Calculating Velocity of a Car Rolling Off a Cliff

[loganblacke]

Homework Statement

A car is parked on an incline of 15.6 degrees below the horizontal, the brakes fail and it rolls down the incline 27.5m and off the edge of a cliff that is 57m above the ground. Find the car's position when it its the ground relative to the base of the cliff.

Homework Equations

rather than type them all out, I'll just say kinematics.

The Attempt at a Solution

I know you have to break the gravity vector up into components so I took -9.8 sin(15.6) = -2.63 m/s^2. I keep calculating the average speed of the car, not the speed at the point it goes off the cliff. Please help, thanks!

 

[cosmo123]

v^2=u^2+2as, so the car is traveling at (2*9.8sin(15.6)*27.5)^0.5 when it goes off the cliff.

 

[verty]

You have not said enough. You keep calculating the average speed. Do you want to calculate the average speed? Could you use the average speed?
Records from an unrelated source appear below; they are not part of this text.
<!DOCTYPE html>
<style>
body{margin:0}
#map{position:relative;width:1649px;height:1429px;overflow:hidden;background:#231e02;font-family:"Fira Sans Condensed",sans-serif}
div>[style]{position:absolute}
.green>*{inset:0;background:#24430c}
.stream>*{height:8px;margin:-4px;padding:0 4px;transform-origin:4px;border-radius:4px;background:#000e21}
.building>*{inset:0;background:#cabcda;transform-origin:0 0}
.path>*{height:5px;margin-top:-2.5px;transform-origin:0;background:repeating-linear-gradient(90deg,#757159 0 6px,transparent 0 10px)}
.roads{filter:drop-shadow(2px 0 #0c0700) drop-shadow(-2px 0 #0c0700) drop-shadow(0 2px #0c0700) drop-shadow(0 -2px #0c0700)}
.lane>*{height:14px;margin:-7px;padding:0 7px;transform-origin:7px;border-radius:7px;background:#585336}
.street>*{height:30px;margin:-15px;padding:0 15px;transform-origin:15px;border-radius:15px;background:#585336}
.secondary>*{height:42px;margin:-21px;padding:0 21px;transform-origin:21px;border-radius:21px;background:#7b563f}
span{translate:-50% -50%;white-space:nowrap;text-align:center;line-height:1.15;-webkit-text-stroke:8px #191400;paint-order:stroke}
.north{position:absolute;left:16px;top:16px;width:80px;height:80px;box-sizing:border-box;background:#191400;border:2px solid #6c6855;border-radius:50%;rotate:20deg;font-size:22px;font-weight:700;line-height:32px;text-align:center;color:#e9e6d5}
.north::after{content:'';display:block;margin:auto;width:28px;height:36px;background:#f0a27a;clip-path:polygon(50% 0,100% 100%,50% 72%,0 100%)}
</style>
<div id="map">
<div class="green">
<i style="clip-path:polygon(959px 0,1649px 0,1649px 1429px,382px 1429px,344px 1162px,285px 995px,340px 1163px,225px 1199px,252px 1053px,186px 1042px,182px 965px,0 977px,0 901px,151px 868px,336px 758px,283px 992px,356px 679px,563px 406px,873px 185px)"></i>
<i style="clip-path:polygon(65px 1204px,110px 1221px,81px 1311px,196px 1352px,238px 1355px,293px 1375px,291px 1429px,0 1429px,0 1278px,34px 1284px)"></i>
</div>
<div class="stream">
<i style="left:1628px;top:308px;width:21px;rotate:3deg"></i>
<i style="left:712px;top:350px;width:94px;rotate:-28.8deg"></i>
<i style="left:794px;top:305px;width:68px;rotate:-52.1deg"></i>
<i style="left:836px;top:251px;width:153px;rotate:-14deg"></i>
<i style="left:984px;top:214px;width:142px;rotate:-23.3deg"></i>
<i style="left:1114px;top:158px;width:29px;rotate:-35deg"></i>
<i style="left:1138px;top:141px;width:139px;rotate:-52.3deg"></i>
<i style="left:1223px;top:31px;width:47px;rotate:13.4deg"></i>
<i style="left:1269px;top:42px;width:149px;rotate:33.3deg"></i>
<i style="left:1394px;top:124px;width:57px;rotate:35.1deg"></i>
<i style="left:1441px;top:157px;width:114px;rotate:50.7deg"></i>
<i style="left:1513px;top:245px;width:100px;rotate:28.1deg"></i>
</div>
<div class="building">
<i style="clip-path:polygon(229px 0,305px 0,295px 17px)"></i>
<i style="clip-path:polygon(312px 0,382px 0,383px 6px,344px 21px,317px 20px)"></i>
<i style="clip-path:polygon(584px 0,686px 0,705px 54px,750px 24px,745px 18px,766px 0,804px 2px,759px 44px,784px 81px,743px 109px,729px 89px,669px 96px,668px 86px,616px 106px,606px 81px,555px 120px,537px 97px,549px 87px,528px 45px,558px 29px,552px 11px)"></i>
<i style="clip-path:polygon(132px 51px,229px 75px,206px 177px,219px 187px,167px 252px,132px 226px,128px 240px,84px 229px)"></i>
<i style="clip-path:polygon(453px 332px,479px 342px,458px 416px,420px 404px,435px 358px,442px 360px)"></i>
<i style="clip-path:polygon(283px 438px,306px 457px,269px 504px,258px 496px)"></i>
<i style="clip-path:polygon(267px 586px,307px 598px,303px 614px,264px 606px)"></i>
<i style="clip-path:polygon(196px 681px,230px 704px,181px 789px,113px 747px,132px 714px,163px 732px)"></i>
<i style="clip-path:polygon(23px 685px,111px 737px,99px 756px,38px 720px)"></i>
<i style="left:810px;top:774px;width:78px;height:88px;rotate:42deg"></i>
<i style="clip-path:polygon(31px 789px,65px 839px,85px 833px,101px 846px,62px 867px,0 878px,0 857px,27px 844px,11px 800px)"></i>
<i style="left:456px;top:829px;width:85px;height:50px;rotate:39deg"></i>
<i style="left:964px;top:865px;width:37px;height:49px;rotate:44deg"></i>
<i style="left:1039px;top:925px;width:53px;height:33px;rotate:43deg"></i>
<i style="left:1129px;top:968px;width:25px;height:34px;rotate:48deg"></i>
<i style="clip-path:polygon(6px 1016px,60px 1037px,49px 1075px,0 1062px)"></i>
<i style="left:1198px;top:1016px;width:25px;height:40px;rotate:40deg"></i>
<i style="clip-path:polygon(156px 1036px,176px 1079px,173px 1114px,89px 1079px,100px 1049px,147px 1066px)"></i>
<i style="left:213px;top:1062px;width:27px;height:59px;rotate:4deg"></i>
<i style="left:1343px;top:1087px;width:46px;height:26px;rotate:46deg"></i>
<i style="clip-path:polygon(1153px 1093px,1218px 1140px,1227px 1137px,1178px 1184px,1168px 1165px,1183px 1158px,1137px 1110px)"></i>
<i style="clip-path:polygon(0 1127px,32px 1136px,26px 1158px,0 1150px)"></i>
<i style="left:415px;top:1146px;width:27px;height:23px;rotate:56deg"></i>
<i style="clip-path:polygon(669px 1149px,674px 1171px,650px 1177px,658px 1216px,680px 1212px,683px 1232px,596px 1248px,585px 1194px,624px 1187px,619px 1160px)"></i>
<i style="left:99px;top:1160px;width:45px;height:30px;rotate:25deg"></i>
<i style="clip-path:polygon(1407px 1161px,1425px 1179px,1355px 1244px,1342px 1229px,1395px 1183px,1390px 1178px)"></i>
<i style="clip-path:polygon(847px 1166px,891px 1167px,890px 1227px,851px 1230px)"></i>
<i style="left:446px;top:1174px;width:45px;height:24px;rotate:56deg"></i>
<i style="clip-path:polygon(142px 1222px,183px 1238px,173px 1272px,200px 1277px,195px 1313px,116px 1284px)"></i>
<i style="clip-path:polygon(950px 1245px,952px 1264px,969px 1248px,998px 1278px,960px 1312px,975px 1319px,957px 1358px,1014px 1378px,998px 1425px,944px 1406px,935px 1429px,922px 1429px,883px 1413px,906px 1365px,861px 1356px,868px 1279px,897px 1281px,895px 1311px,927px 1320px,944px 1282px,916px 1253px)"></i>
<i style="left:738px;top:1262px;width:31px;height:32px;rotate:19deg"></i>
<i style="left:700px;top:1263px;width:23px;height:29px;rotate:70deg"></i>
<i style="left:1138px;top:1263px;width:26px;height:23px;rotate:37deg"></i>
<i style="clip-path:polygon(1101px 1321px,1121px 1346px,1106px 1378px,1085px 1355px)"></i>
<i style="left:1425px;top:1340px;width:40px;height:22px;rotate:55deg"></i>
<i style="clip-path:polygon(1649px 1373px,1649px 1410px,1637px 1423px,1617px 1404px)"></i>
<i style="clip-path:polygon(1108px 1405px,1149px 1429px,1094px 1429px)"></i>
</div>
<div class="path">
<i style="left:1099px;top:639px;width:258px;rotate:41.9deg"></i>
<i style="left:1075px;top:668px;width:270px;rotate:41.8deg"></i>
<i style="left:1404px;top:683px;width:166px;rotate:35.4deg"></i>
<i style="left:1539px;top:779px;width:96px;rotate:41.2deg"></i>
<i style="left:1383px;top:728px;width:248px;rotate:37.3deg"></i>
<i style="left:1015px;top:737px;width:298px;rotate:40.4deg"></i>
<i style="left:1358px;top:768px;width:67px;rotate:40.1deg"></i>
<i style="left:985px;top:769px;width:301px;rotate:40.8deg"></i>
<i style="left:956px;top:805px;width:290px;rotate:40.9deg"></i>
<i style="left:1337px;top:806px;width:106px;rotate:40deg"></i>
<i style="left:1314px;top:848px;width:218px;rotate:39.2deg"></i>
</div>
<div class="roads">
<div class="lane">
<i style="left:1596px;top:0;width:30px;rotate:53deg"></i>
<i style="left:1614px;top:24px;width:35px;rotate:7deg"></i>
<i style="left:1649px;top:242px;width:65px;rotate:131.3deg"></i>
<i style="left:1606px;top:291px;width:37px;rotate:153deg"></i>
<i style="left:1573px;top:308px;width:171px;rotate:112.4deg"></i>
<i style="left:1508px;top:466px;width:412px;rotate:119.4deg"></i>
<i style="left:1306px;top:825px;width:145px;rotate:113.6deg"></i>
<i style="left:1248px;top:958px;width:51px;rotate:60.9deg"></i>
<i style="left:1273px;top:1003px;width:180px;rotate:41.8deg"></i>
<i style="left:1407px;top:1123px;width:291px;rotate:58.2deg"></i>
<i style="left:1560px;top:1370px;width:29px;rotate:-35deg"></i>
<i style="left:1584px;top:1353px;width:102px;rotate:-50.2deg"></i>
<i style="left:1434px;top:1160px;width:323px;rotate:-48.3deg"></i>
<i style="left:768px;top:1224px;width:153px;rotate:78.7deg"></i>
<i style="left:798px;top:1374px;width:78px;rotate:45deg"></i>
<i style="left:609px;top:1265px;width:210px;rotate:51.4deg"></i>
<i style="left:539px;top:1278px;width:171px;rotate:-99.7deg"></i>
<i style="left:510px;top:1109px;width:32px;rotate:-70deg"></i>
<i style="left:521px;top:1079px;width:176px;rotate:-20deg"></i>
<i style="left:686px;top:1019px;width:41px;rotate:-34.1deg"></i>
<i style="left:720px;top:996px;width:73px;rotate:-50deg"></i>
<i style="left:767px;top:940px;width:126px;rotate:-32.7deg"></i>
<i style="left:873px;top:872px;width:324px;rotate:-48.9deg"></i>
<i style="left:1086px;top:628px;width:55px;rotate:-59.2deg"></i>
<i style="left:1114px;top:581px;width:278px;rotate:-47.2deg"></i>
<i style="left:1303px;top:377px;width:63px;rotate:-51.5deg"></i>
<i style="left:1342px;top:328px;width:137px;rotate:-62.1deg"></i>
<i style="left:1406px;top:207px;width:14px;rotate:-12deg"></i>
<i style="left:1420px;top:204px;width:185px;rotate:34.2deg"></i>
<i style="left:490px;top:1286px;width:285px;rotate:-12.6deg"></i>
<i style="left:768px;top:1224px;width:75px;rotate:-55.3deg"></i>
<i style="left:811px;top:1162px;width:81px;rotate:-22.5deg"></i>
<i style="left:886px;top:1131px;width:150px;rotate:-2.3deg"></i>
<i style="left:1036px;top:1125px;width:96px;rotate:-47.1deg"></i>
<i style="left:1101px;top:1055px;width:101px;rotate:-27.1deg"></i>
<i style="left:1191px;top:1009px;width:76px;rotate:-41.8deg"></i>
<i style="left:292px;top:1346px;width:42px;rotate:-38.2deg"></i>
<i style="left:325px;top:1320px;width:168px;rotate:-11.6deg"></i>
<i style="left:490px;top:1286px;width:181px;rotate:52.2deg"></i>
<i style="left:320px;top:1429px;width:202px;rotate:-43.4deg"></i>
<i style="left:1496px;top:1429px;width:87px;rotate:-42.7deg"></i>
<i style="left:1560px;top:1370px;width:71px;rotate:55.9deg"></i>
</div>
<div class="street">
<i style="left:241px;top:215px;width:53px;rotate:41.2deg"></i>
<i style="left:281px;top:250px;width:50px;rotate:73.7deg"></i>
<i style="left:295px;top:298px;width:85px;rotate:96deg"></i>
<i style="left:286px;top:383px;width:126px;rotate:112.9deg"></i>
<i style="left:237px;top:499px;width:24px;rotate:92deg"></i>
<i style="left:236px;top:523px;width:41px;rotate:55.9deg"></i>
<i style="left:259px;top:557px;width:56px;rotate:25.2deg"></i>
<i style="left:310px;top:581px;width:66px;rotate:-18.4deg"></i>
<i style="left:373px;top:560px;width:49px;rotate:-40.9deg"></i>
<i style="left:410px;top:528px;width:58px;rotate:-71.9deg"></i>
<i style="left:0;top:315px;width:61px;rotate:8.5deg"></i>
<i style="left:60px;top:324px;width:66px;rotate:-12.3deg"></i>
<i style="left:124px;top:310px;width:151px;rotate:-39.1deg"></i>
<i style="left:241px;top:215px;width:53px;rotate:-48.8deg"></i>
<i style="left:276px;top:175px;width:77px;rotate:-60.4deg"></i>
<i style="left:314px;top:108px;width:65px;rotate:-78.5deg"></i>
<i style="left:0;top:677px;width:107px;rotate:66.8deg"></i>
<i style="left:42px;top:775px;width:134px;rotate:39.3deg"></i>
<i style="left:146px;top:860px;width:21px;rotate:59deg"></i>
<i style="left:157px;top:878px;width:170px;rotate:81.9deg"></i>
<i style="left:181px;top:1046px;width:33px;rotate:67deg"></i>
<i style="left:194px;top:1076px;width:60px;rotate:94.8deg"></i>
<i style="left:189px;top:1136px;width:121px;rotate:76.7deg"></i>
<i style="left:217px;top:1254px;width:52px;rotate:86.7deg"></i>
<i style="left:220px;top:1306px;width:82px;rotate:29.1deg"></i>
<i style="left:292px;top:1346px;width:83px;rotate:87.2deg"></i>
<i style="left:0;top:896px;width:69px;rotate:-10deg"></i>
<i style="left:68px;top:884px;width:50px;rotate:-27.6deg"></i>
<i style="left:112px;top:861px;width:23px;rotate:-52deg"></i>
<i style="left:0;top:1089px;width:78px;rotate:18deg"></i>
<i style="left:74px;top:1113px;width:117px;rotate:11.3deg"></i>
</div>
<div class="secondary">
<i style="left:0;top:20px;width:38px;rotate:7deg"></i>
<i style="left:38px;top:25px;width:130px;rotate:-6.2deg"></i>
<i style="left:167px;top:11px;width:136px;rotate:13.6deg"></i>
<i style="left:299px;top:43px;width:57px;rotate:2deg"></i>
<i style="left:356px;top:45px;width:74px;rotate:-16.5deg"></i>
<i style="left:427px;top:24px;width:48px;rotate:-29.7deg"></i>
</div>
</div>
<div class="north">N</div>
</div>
What is your plan for this question?

 

[loganblacke]

v^2=u^2+2as, so the car is traveling at (2*9.8sin(15.6)*27.5)^0.5 when it goes off the cliff.

Thanks, but I'm still getting the wrong answer. I end up with the velocity of the car being 12.04 m/s when it leaves the cliff. So initial velocity in the y direction when the car leaves the cliff should be 12.04*sin(15.6) = 3.24. Plug that into y=Vi(t)-4.92(t)^2 to solve for t. End up with 57 = 3.24(t) - 4.92(t)^2.. rewritten in quadratic form.. 4.92t^2-3.24t-57=0. then t = 3.748 seconds which is not correct.

 

[loganblacke]

You have not said enough. You keep calculating the average speed. Do you want to calculate the average speed? Could you use the average speed? What is your plan for this question?

How is that not enough information? You have a car rolling down a slope then off a cliff. You obviously need to know the velocity of the car as it rolls of the cliff to answer the question. I calculated the acceleration but couldn't remember how to get Vfinal.